Mixture of Complementary Agents for Robust LLM Ensemble

Researchers have developed a new method for selecting which large language models (LLMs) to include in multi-AI ensembles, treating the process as a combinatorial selection problem focused on model complementarity rather than just accuracy or diversity. The approach uses computationally efficient greedy-style algorithms that assess how well different LLMs complement each other and the summarizer model, achieving better performance-cost trade-offs than existing methods. This work addresses a critical bottleneck in multi-AI collaboration pipelines, where choosing the right combination of proposer models can significantly improve the quality of synthesized answers.

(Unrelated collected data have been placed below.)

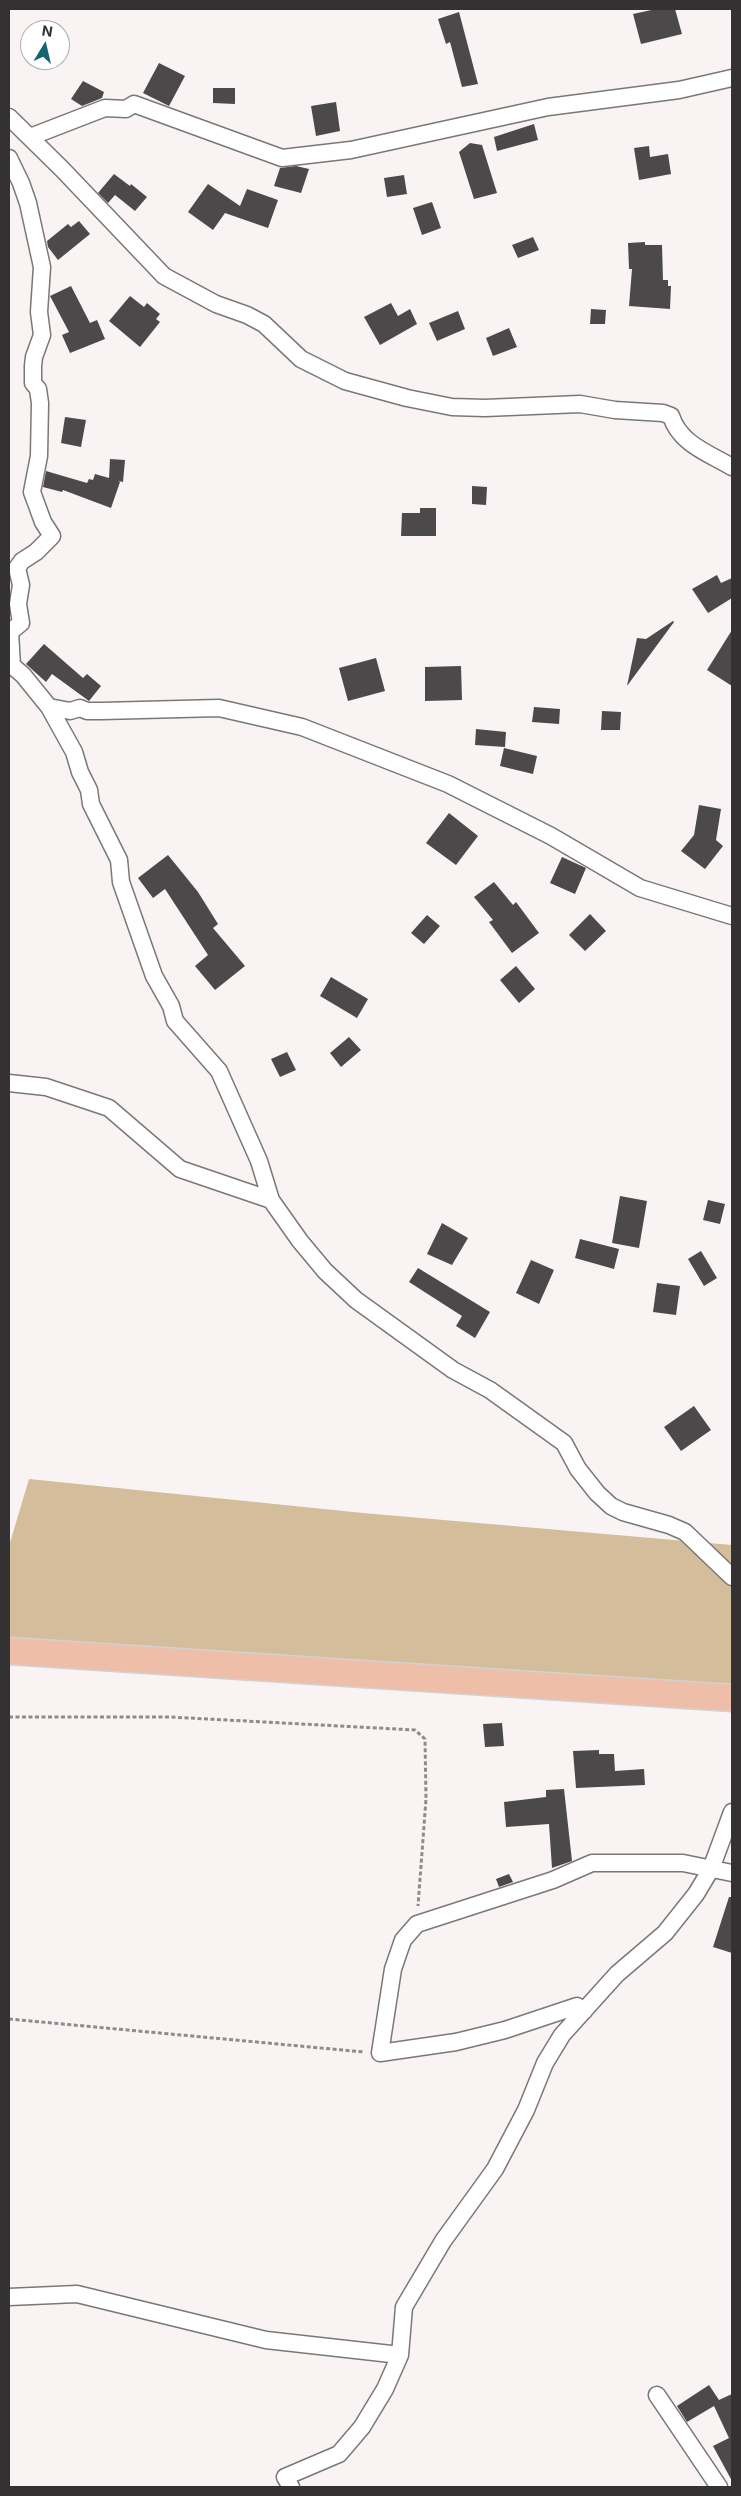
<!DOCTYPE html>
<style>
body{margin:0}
#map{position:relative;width:741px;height:2496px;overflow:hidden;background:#f9f3f4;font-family:Inter,sans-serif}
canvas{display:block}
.frame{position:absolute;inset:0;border:10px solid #333132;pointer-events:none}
.north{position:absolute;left:20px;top:20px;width:50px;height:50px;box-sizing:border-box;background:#fff;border:1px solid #adadad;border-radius:50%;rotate:9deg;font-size:14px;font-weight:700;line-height:20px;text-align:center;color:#333132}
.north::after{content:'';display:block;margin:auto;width:18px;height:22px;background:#19656f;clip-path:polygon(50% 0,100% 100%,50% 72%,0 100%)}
</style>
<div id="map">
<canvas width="741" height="2496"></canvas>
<div class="frame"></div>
<div class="north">N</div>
</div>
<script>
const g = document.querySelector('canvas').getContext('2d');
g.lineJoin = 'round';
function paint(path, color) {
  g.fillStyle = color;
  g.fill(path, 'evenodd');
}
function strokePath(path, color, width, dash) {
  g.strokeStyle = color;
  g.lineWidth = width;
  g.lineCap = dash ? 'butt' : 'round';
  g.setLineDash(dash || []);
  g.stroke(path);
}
const forest = new Path2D(`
 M29 1479 363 1513 732 1545V1684L9 1639V1546Z`);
const building = new Path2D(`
 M656 9H675L682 34 641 44 633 14Z
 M459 12 478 84 462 87 450 42 446 44 438 19Z
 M159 63 185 76 169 106 143 93Z
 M83 81 104 92 102 98 82 106 71 99Z
 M213 88H235V104L213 103Z
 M336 102 340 131 316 136 311 106Z
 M534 124 538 140 497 151 494 137Z
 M470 143 482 145 497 193 474 199 459 152Z
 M649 146 650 157 668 154 671 174 639 180 634 148Z
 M296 166 309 169 301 193 274 186 280 168Z
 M114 174 130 186 131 184 147 197 135 211 115 195 108 203 98 193Z
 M404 175 407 194 387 197 384 178Z
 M208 184 240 206 247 189 278 200 268 228 225 213 213 230 188 212Z
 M432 202 441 228 422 235 413 208Z
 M79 221 90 234 58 260 48 247 47 241 68 224 71 227Z
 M533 237 539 250 518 258 512 245Z
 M645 242V245H662L663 280H668V286H671L670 309 629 306 632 269H629L628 243Z
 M71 286 90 323 97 320 105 339 70 353 62 335 69 332 50 296Z
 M130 296 144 307 147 303 160 314 156 319 160 322 140 347 109 321Z
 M391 303 398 316 410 309 417 324 380 345 364 317Z
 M591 309 606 310 605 324H590Z
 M458 311 465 329 437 341 429 323Z
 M509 328 517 347 493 356 486 338Z
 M65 417 86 420 81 447 61 443Z
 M110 459 125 460 123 482 118 481 120 482 111 508 63 490 62 492 43 487 46 471 87 483 89 479 93 480 95 474 109 478Z
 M472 486 487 487 486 505 472 504Z
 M420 508H436V536H401L402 513H420Z
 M717 575 721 583 732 578V598L708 613 692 589Z
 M673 621 674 622 627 686 637 638 646 639Z
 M732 630V686L707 670Z
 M44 644 83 678 87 674 101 686 89 701 52 674 46 682 26 664Z
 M376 658 385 691 348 701 339 668Z
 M461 666 462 700 425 701V667Z
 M534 707 560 709 559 724 532 722Z
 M602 711 621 712 620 730H601Z
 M476 729 506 732 505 747 475 745Z
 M504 748 537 756 533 774 500 766Z
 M699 805 721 809 716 840 723 846 705 869 681 851 694 835Z
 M449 813 478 836 456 865 426 843Z
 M168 855 198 892 218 924 213 928 245 966 215 990 195 966 208 955 165 889 153 898 138 878Z
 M562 857 586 868 575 894 550 883Z
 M494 882 513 905 516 902 539 933 512 953 489 922 493 920 474 897Z
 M590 914 606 931 585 951 569 935Z
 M427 915 440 926 424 944 411 933Z
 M516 966 535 989 519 1003 500 980Z
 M331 977 368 999 357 1018 320 996Z
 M349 1037 361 1050 341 1067 330 1053Z
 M287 1052 296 1070 280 1077 271 1059Z
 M620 1196 647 1201 639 1248 612 1243Z
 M708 1200 725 1204 720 1224 703 1220Z
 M442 1223 468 1238 452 1265 427 1254Z
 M580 1239 619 1249 614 1269 575 1258Z
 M701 1251 717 1278 704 1286 688 1259Z
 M531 1260 554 1270 539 1304 516 1293Z
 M418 1268 490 1312 475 1338 456 1326 462 1316 409 1282Z
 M657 1283 680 1286 676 1315 653 1312Z
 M694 1406 711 1430 681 1451 664 1427Z
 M502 1723 504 1746 485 1747 483 1724Z
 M599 1750V1754H614L615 1771 644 1769 645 1785 576 1788 573 1751Z
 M564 1789 572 1861 552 1868 549 1824 506 1827 504 1802 546 1797V1790Z
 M509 1874 513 1882 499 1887 496 1879Z
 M729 1897H732V1953L713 1947Z
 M709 2385 719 2400 732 2394V2481L713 2446 729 2438 714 2406 687 2422 677 2406Z`);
const path = new Path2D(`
 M9 1717H170L415 1730 425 1739 426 1799 418 1906
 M9 2019 364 2052`);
const street = new Path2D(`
 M9 117 62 169 164 276 216 304 247 315 264 324 301 359 345 381 407 398 452 407 485 408 580 404 615 410 663 413 671 416C680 444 708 453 732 467
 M30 137 105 108 126 109 134 104 282 158 351 150 548 107 679 90 732 78
 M9 158 21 183 28 203 42 267 39 312 42 335 34 357 33 366V383L38 389 40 403 39 456 32 492 43 522 52 536 36 552 22 561 17 568 21 585 18 604 21 623 10 632 12 666
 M9 663 23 675 49 707 70 711 80 708 87 711H102L219 708 302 727 448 784 551 836 640 888 732 916
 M49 707 74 752 80 772 89 790 91 804 119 860 121 882 154 976 171 1006 175 1021 219 1071 259 1161 271 1200 300 1241 325 1271 356 1300 453 1370 490 1390 564 1443 578 1469 597 1493 611 1506 623 1512 669 1525 685 1532 732 1577
 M9 1083 46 1087 109 1108 180 1169 271 1200
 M584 2011 577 2006 505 2030 456 2042 380 2053 393 1969 403 1940 417 1924 553 1880 592 1863H683L732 1873
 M9 2297 77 2294 266 2340 400 2355
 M657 2395 719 2487
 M291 2487 285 2477 339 2454 362 2427 385 2389 400 2355 404 2307 443 2241 495 2169 526 2110 545 2063 562 2035 617 1974 665 1933 696 1894 711 1869 732 1812`);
const primary = new Path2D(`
 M9 1651 732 1698`);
paint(forest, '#d3bd9b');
paint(building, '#4c494b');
strokePath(street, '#7c7777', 19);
strokePath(primary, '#d2d2d2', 29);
strokePath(path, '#8f8b8c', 3, [4, 2.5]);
strokePath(street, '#fff', 16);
strokePath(primary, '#eebea8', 26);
</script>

arXiv:2605.24048v1 Announce Type: new Abstract: Multi-AI collaboration, such as ensembling or debating large language models LLMs , is a promising paradigm for aggregating information and boosting performance. A foundational step in these pipelines is to feed the responses of several proposer LLMs into a summarizer LLM, which synthesizes a better answer. However, choosing which proposers to include is non-trivial. Existing approaches primarily focus either on accuracy picking the strongest models or diversity ensuring variety , and often overlook the interactions among proposers and with the summarizer. We reframe proposer selection as a combinatorial selection problem akin to feature selection, where the value of an LLM lies in its complementarity with others. However, directly applying standard feature-selection algorithms is impractical in the LLM setting due to prohibitive time complexity. Motivated by this limitation, we explore an extensive range of computationally feasible, greedy-style selection algorithms that assess complementarity using a small labeled set. Our experiments validate complementarity as a guiding principle for proposer selection and identify methods that achieve the best performance-cost trade-offs in practice.